=== Exercise details ===
Go through the entries below and copy every line that holds the word "this".

=== Source material ===
↓

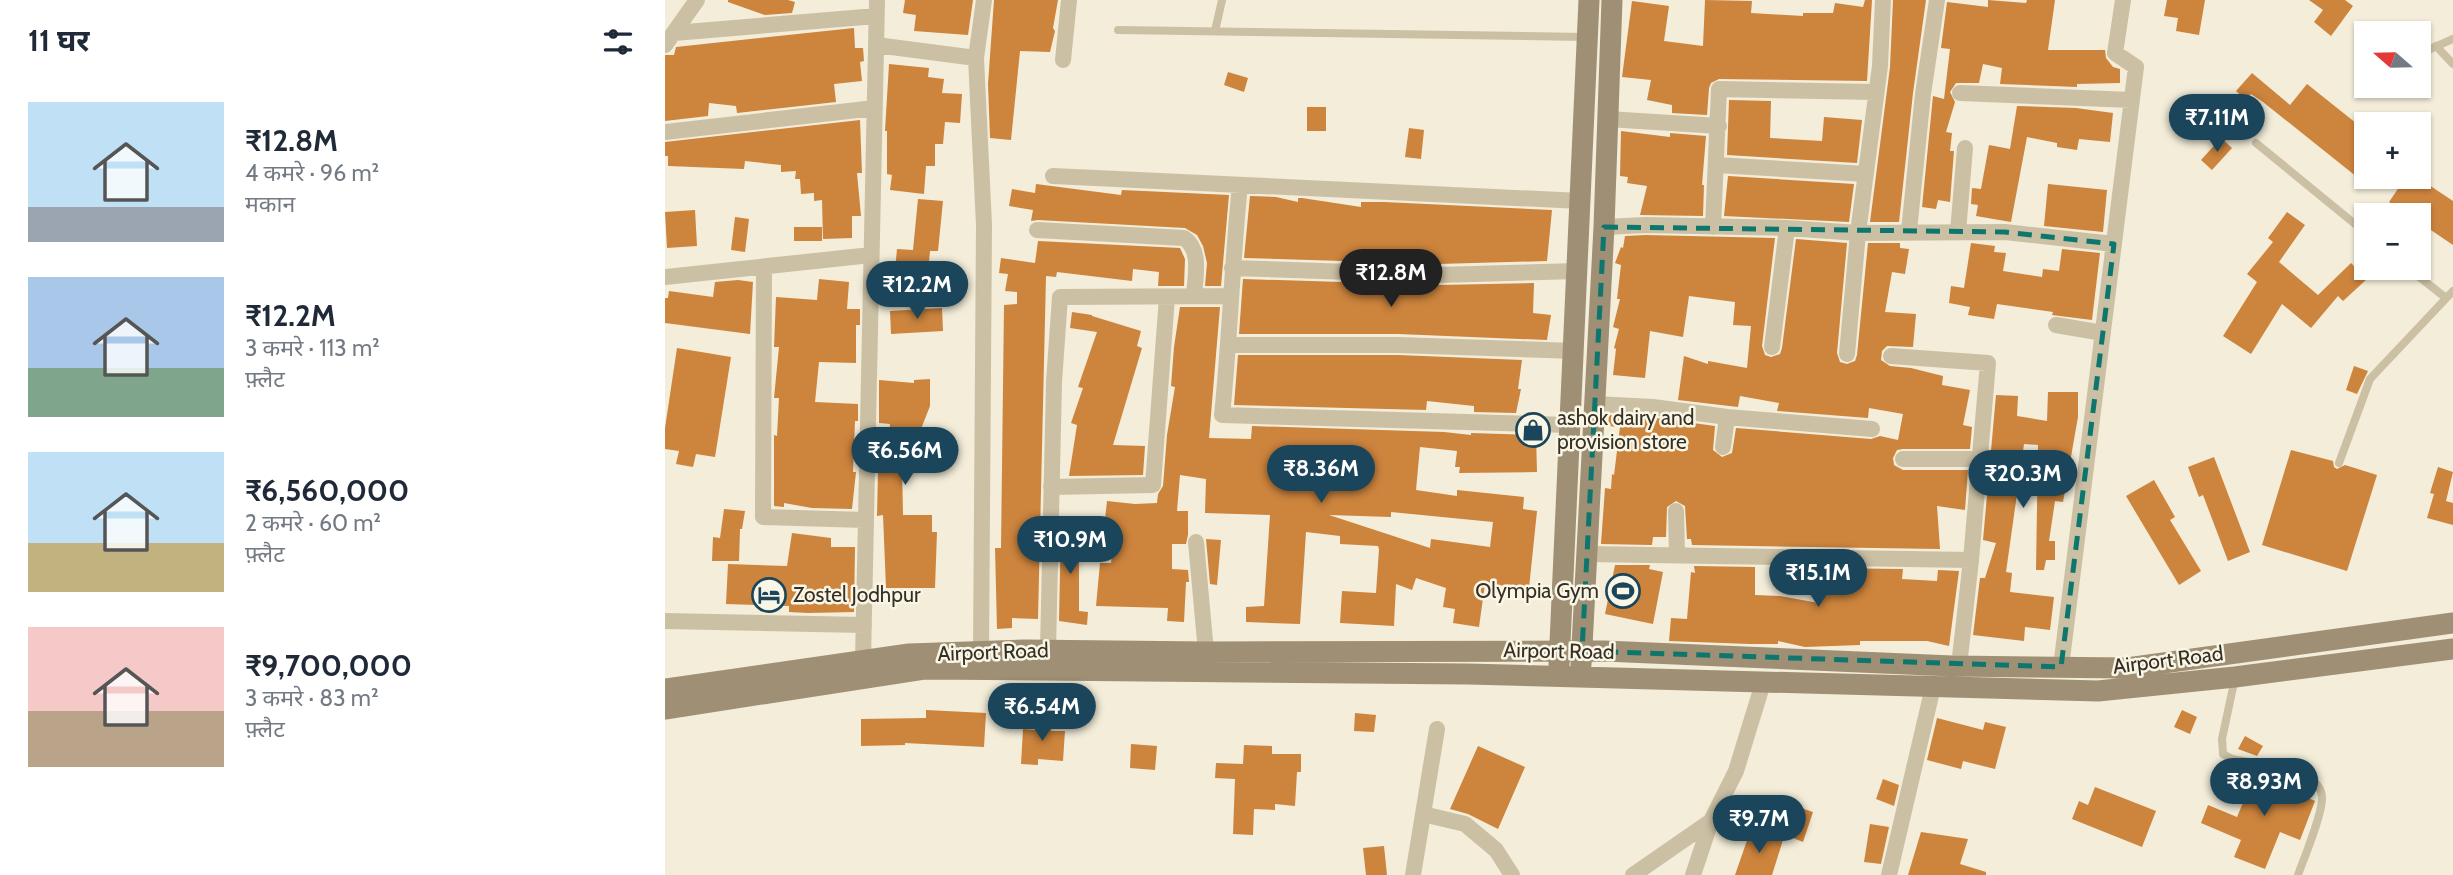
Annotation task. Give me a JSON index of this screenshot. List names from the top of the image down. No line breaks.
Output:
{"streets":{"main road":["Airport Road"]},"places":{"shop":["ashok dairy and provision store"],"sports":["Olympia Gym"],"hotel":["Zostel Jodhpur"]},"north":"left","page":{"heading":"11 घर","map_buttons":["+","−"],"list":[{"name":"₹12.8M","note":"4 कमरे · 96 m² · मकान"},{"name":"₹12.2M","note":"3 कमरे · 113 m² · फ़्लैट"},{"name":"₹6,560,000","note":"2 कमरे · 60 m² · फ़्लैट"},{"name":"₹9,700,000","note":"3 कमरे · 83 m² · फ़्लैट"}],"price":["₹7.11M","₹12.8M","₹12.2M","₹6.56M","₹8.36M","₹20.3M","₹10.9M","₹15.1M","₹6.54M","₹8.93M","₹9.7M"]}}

↑
↓

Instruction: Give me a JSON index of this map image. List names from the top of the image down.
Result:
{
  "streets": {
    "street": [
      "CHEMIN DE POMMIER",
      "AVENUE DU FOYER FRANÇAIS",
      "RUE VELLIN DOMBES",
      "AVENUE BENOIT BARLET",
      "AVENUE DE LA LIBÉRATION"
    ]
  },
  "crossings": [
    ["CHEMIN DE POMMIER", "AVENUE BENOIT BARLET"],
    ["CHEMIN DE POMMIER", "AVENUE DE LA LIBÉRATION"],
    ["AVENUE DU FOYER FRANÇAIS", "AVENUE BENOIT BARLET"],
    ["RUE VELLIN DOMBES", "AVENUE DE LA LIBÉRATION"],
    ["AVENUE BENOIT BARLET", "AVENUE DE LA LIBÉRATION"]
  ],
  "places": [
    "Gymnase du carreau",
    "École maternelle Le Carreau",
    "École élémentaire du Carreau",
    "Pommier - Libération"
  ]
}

↑
↓

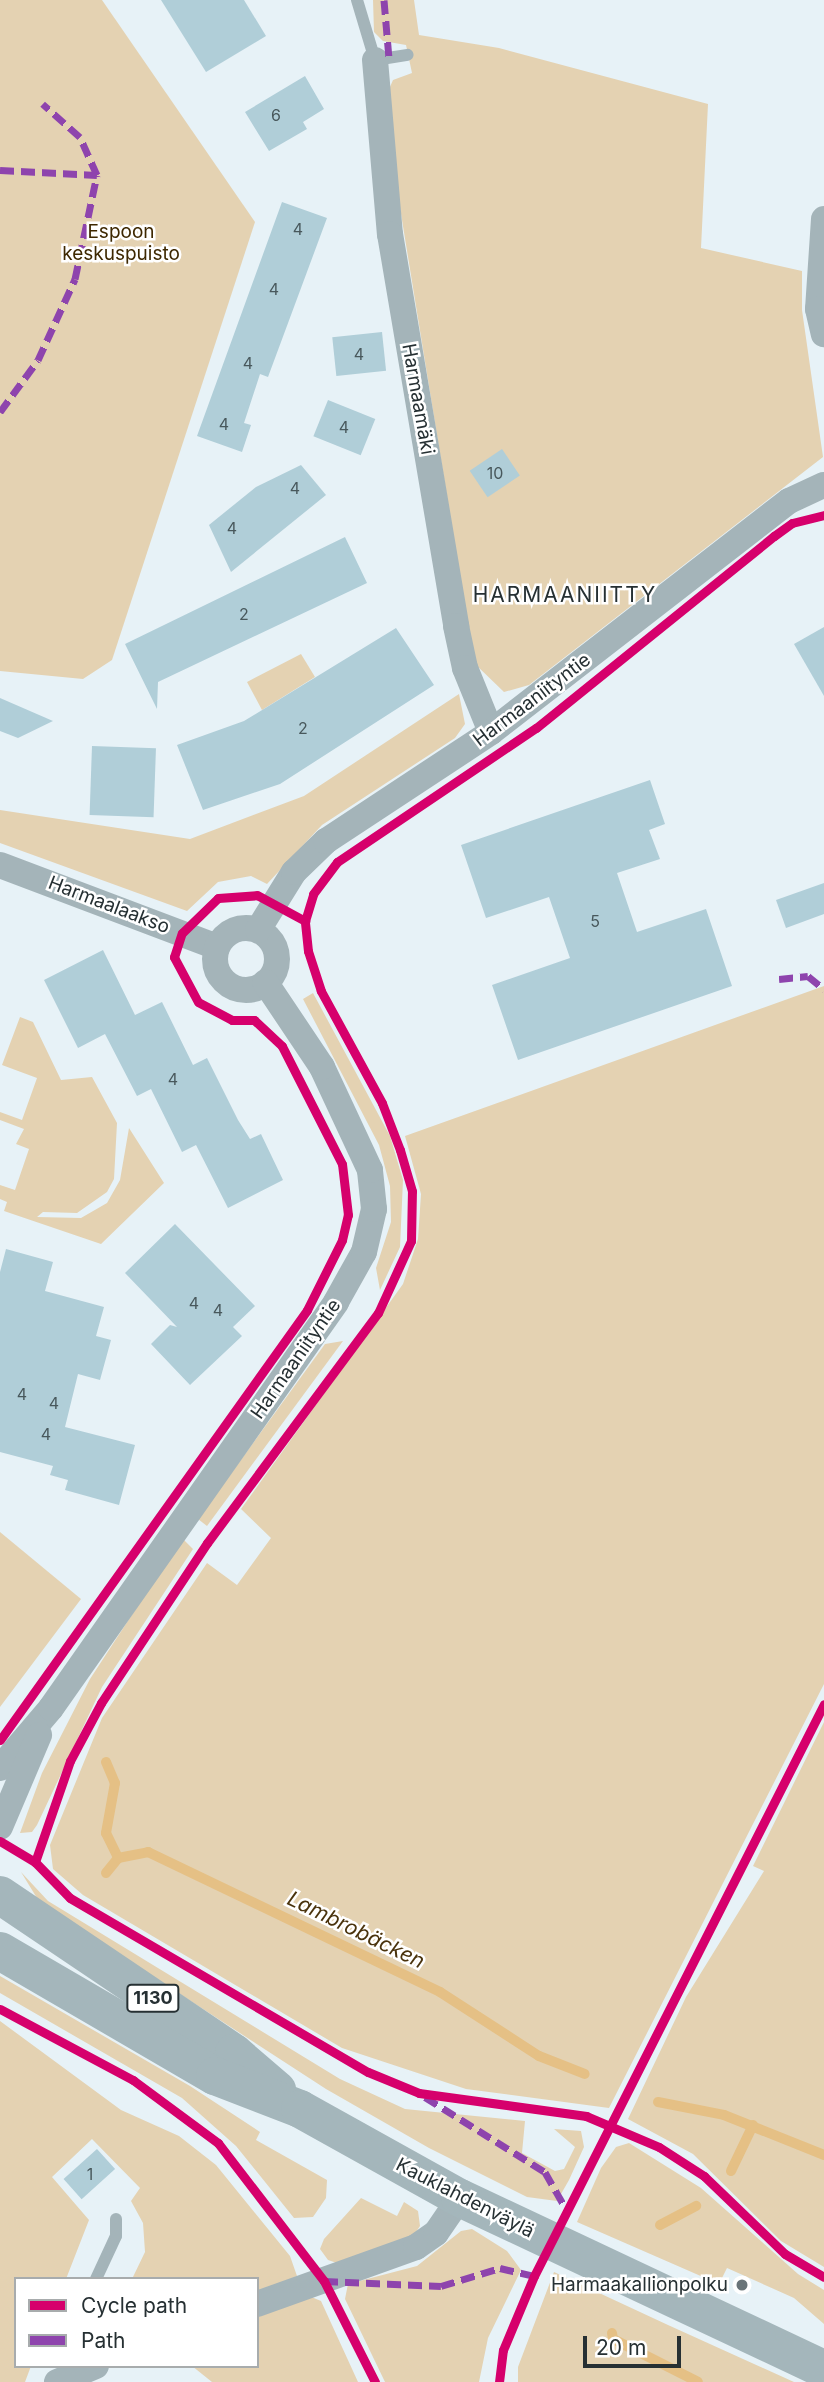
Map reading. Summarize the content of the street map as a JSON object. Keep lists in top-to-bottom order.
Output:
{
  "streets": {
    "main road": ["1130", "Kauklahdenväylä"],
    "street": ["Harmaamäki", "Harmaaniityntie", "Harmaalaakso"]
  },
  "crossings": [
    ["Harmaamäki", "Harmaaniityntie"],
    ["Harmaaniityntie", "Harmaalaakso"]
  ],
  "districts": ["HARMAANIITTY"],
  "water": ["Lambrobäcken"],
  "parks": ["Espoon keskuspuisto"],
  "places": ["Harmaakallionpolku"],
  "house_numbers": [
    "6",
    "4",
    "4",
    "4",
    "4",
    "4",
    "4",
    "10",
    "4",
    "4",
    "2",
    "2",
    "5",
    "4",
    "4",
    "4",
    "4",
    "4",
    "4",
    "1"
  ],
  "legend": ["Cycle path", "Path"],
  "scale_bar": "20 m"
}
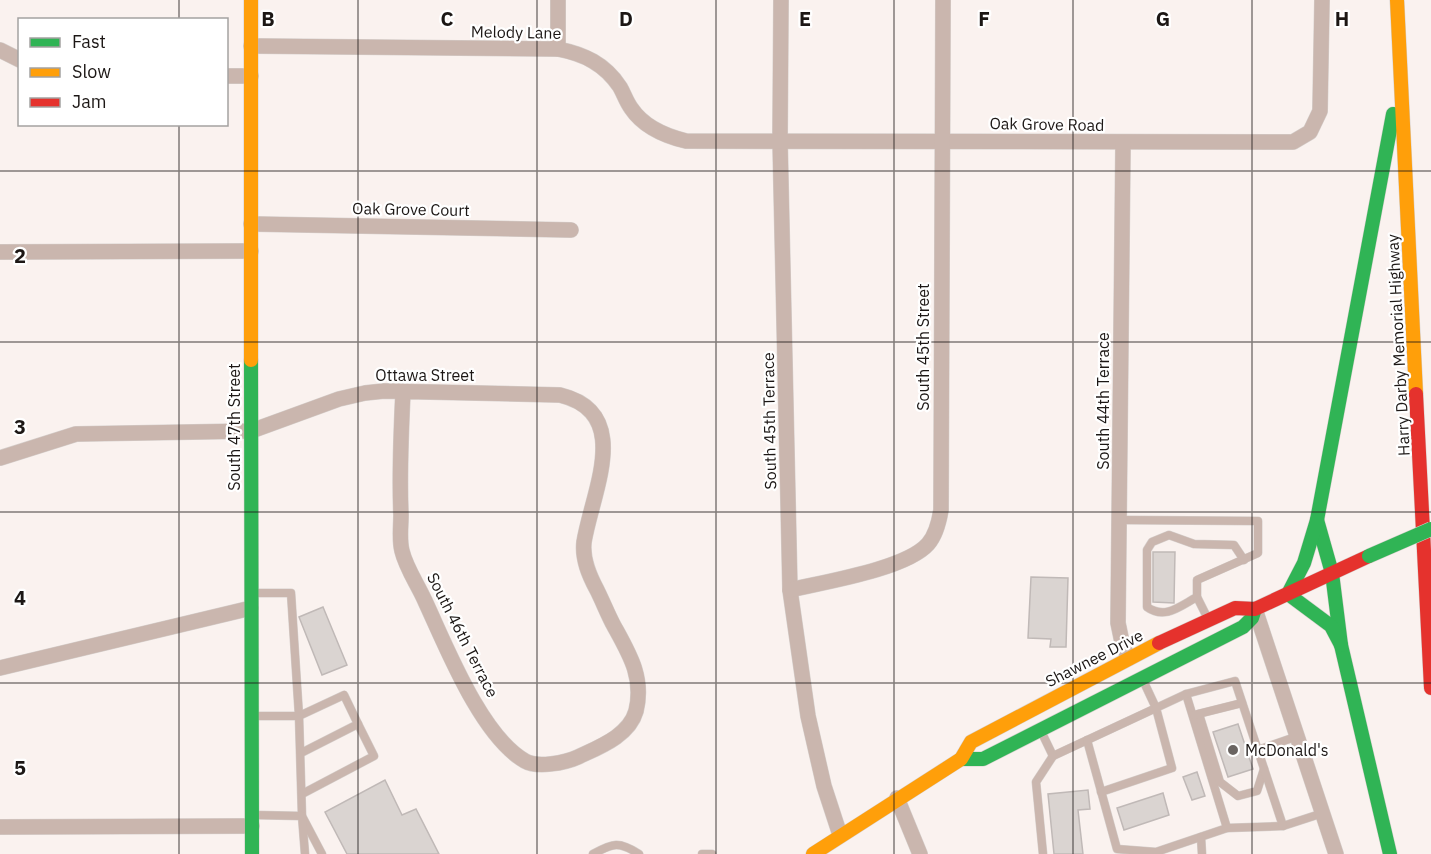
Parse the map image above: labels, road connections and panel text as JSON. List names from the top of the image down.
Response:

↑

=== Expected answer ===
Annotation task. Give me a JSON index of this screenshot. List names from the top of the image down. No line breaks.
Instruction: Give me a JSON index of this map image. List names from the top of the image down.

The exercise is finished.